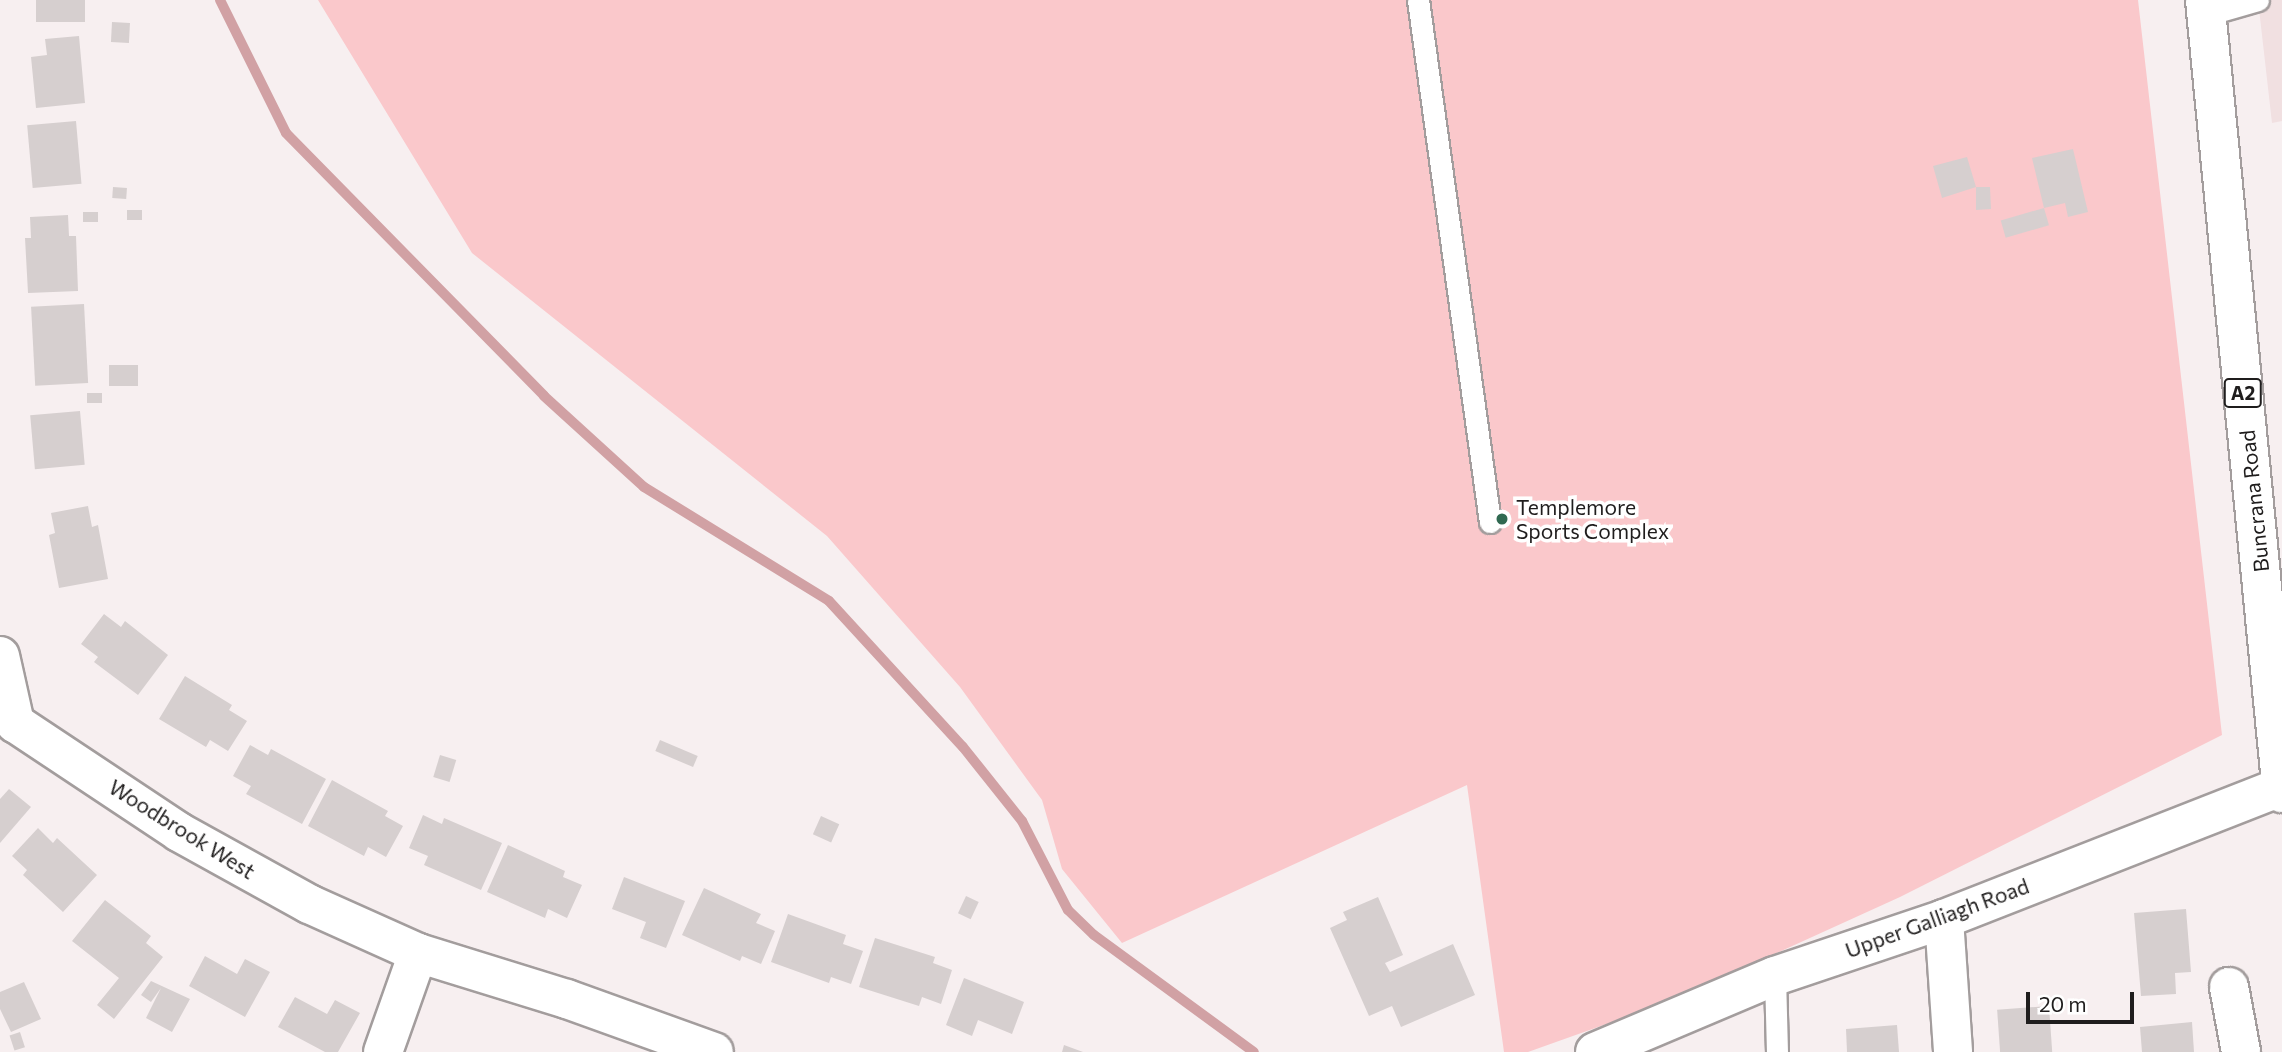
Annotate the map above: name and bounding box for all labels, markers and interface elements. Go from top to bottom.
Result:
road number: A2 [2224,378,2262,408]
street label: Buncrana Road [2234,429,2274,573]
place label: Templemore Sports Complex [1516,494,1669,544]
marker: Templemore Sports Complex [1494,511,1510,527]
street label: Woodbrook West [104,774,260,884]
street label: Upper Galliagh Road [1842,873,2032,963]
scale bar [2030,978,2138,1022]
text: 20 m [2039,991,2087,1016]

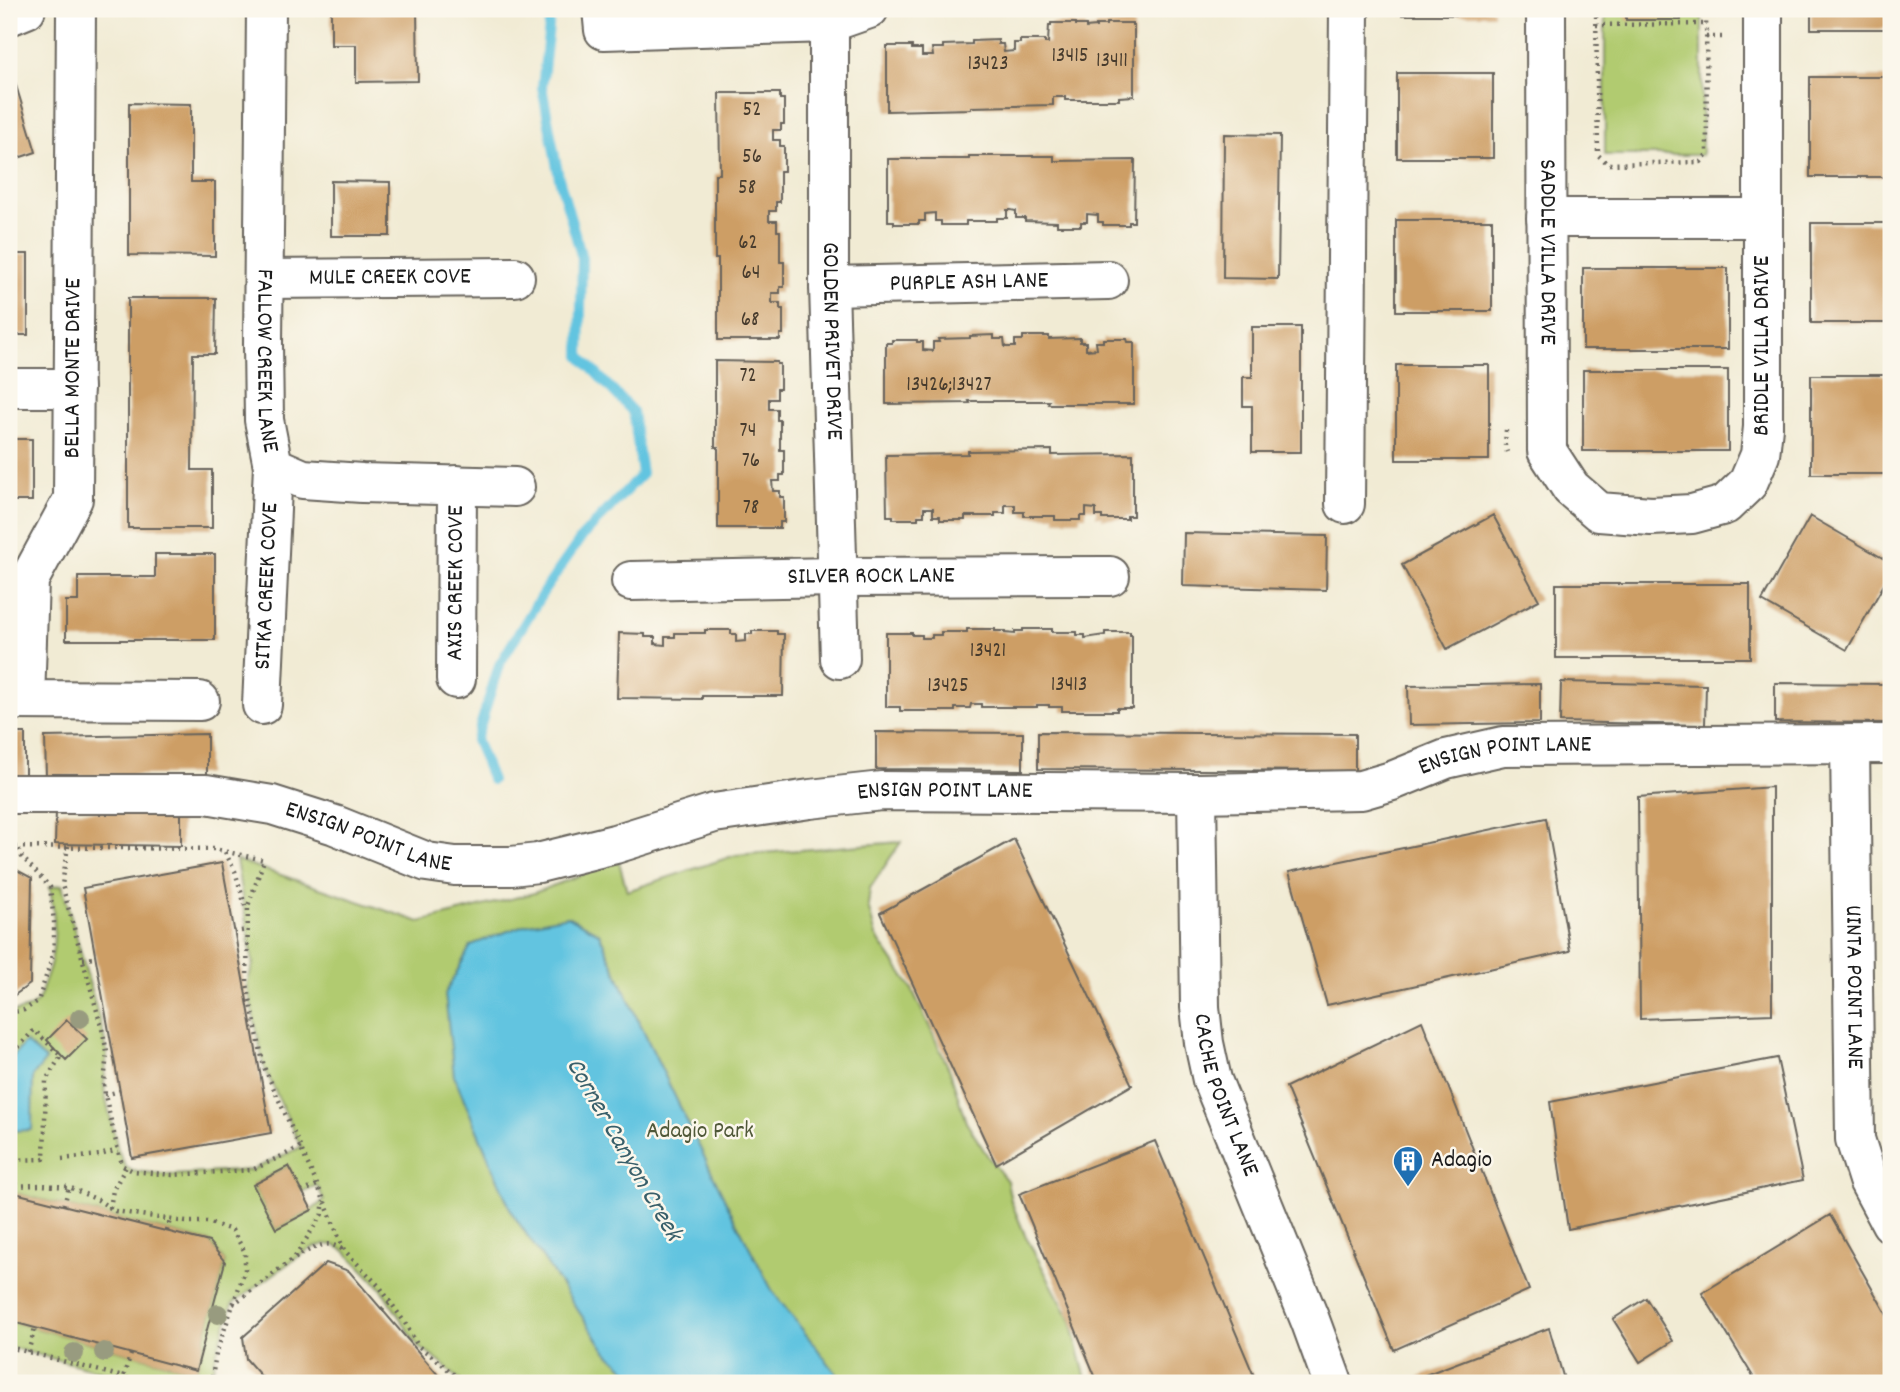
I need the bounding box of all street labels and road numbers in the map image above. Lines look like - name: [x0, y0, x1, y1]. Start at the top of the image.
- street label: SADDLE VILLA DRIVE: [1529, 159, 1564, 345]
- street label: GOLDEN PRIVET DRIVE: [812, 242, 851, 441]
- street label: BRIDLE VILLA DRIVE: [1745, 256, 1780, 438]
- street label: MULE CREEK COVE: [309, 260, 471, 296]
- street label: PURPLE ASH LANE: [889, 264, 1049, 302]
- street label: FALLOW CREEK LANE: [246, 269, 287, 456]
- street label: BELLA MONTE DRIVE: [56, 278, 91, 458]
- street label: SITKA CREEK COVE: [247, 502, 288, 671]
- street label: AXIS CREEK COVE: [439, 505, 474, 661]
- street label: SILVER ROCK LANE: [787, 560, 955, 595]
- street label: ENSIGN POINT LANE: [1413, 729, 1592, 785]
- street label: ENSIGN POINT LANE: [856, 774, 1033, 811]
- street label: ENSIGN POINT LANE: [281, 793, 454, 882]
- street label: UINTA POINT LANE: [1835, 905, 1871, 1069]
- street label: CACHE POINT LANE: [1184, 1012, 1267, 1182]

※ ※ ※

**WHAT IS NEEDED**
Everything from the line with "I need the bounding" to the last line of the entries is to be written out exactly; omit all earlier lines.

**RESULT FOR THIS EXERCISE**
I need the bounding box of all street labels and road numbers in the map image above. Lines look like - name: [x0, y0, x1, y1]. Start at the top of the image.
- street label: SADDLE VILLA DRIVE: [1529, 159, 1564, 345]
- street label: GOLDEN PRIVET DRIVE: [812, 242, 851, 441]
- street label: BRIDLE VILLA DRIVE: [1745, 256, 1780, 438]
- street label: MULE CREEK COVE: [309, 260, 471, 296]
- street label: PURPLE ASH LANE: [889, 264, 1049, 302]
- street label: FALLOW CREEK LANE: [246, 269, 287, 456]
- street label: BELLA MONTE DRIVE: [56, 278, 91, 458]
- street label: SITKA CREEK COVE: [247, 502, 288, 671]
- street label: AXIS CREEK COVE: [439, 505, 474, 661]
- street label: SILVER ROCK LANE: [787, 560, 955, 595]
- street label: ENSIGN POINT LANE: [1413, 729, 1592, 785]
- street label: ENSIGN POINT LANE: [856, 774, 1033, 811]
- street label: ENSIGN POINT LANE: [281, 793, 454, 882]
- street label: UINTA POINT LANE: [1835, 905, 1871, 1069]
- street label: CACHE POINT LANE: [1184, 1012, 1267, 1182]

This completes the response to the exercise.